28. As the touchpad changes, the keyboard controller board (hidden under
the touchpad) will no longer be produced by ALPS, and now uses a more
standard ENE keyboard controller. Quanta manufactured prototypes of the
new board, which arrived at 1CC this week. Richard Smith has them hooked
up to a test XO and is working on the EC code modifications to support
the new keyboard controller. We expect to release test EC firmware to
Quanta by the end of next week, and should receive pre-production
laptops for testing about two weeks later, or in mid-October.

Gen 1.5 Hardware:

29. John Watlington reports that with Mitch Bradley's help the NAND
device testing is running well, but we are still waiting on more
devices/alternatives to add to the test bed (such as UBIFS, the most
promising contender to replace the JFFS2 filesystem currently used.)
Eight laptops with Toshiba's LBA-NAND are running continuously, and each
one has had more than 120 GB of writes performed so far, with no errors.
Five laptops are running JFFS2 for comparison. They quickly triggered a
kernel crash (Trac #8615). Most are now running a debugging kernel and
are harnessed up to have their serial consoles logged. Ongoing
information about the tests is available at:
http://www.laptop.org/teamwiki/index.php/Tech:NAND_Testing .

Multi-Battery Charger:

30. Richard continued to work with Lilian Walter on the firmware for the
multi-battery charger. There's still one outstanding issue where the
over-voltage condition occurs. Richard thinks this is not specifically a
software issue. He believes that tweaking one of the voltage set points
on the charger board might fix the problem.

Wireless:

31. Ricardo and Javier spent time this week in further testing WPA
access point associations. At this juncture, WPA works (often after a
few retries) with every Access Point that we have tested. 

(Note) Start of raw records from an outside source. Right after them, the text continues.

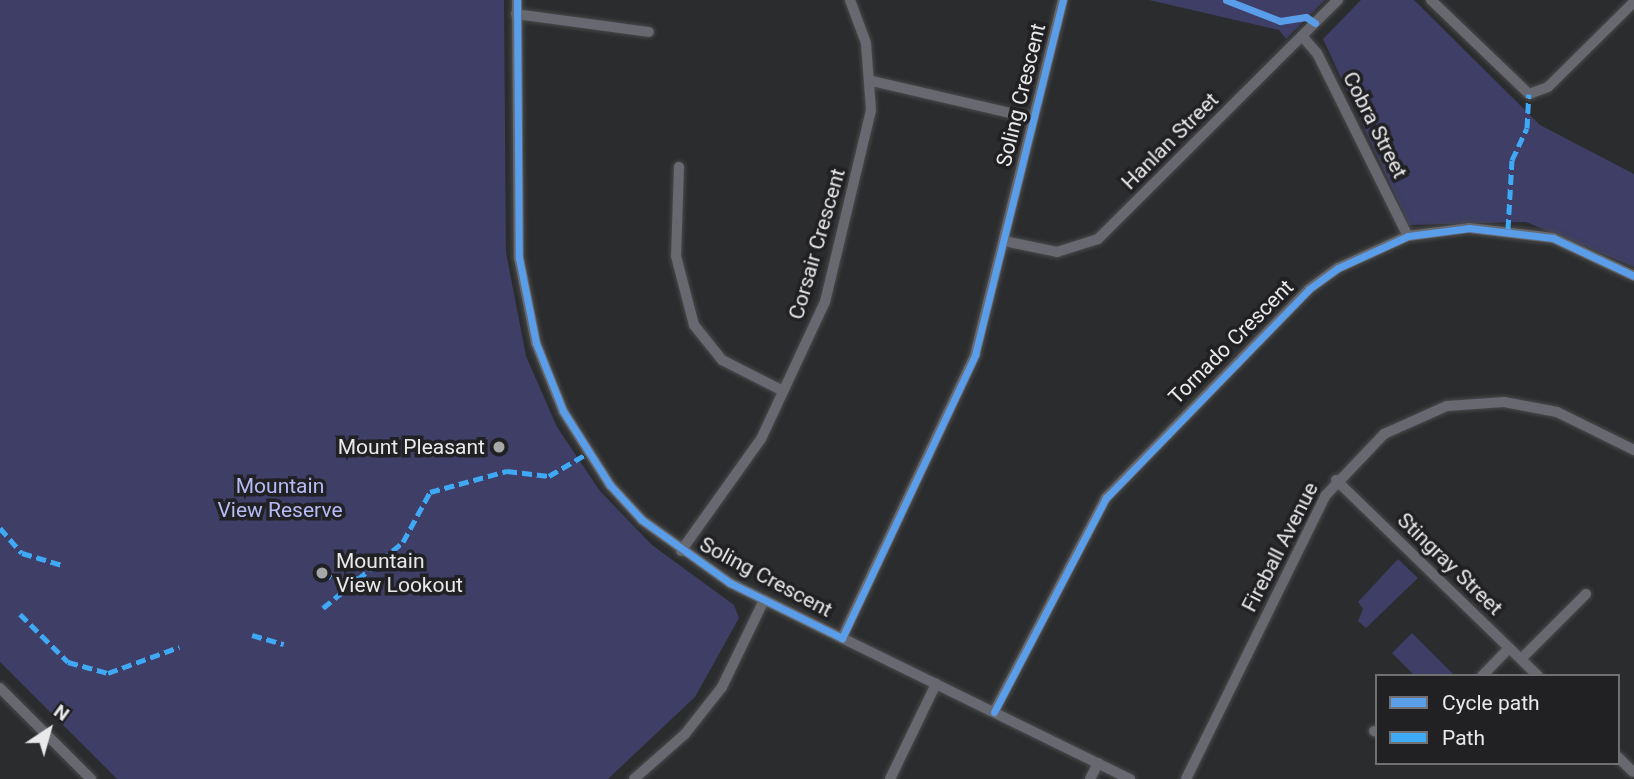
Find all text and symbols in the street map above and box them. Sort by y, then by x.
street label: Soling Crescent [991,21,1051,169]
street label: Cobra Street [1337,68,1413,182]
street label: Hanlan Street [1116,87,1224,195]
street label: Corsair Crescent [783,166,851,322]
street label: Tornado Crescent [1163,274,1299,410]
place label: Mount Pleasant [338,434,485,460]
marker: Mount Pleasant [491,439,507,455]
park label: Mountain View Reserve [217,473,343,523]
street label: Fireball Avenue [1237,478,1323,616]
street label: Stingray Street [1392,508,1508,620]
street label: Soling Crescent [695,532,837,622]
place label: Mountain View Lookout [336,548,463,598]
marker: Mountain View Lookout [314,565,330,581]
legend [1375,674,1620,765]
text: Cycle path [1442,691,1540,715]
north arrow [14,695,84,765]
text: N [49,699,74,726]
text: Path [1442,726,1485,750]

We are still experiencing some general (non WPA-specific) association
failures that become more noticeable in challenging wireless
environments like OLPC's office (or a school with several hundred XOs).
After a lot of digging, we have pinpointed one culprit in excessive scan
requests generated by WPA_supplicant (the userspace daemon that handles
associations on command from Network Manager). We are also looking into
ways to decouple firmware response times to time-critical association
requests from wireless traffic volumes, something that has also
reportedly caused association failures. 

32. Deepak Saxena started looking at UBIFS as a possible replacement to
JFFS2 as the file system to use on gen1.x devices. Deepak also spent
some time trying to build proper kernel packages for use by developers.
Deepak also looked at the issue of system sluggishness in low memory
conditions. 

33. Guillaume Desmottes investigated Write issues and wrote a simple fix
for #8492. He also audited and cleaned Write sharing code [#8680). It
should result to a smaller and more robust code.

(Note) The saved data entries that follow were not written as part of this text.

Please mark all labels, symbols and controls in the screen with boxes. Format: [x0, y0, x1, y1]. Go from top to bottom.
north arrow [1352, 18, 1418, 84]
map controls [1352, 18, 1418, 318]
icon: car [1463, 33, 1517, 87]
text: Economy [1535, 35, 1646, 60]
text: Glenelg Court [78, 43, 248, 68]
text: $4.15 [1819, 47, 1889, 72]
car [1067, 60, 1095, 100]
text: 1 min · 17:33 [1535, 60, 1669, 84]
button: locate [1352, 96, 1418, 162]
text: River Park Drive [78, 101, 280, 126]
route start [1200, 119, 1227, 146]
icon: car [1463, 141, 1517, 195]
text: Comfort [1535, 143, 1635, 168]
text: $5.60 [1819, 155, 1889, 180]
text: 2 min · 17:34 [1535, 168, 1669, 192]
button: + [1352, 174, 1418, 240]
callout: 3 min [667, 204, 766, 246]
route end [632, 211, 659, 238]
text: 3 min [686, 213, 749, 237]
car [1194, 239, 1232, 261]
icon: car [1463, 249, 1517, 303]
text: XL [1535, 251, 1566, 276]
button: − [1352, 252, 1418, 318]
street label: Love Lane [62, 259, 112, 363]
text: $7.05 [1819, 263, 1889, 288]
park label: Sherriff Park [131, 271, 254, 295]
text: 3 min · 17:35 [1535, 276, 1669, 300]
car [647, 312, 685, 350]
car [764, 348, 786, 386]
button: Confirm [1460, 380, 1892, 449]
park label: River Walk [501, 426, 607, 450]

He started to design the integration of journal objects transfer and how
that could be implemented using the current file transfer Telepathy
specification.

In order to be able to stress test ejabberd, he found and debugged some
nasty Gabble issues making it aborting when used too long using
hyperactivity.

Finally, he synced Gabble's Gadget with current master and started to
fix Daf's review complaints. Hopefully, the (huge) Gadget branch should
be merged to master pretty soon.

>From the Field

Daniel Drake has sent his first photos of the 5,000-XO deployment in
Ethiopia. “This week,” Daniel writes, “we completed teacher training at
two schools and launched our first deployment at one of them, the
Mulosayoo School. About 400 laptops have been handed out, and there is
plenty of excitement in the air. Next week, we plan to train teachers at
another local school and deploy 800 laptops to the children.”

Daniel also managed to fit in some team training, including translations
and language packs, plus an introduction to the 8.2 software update.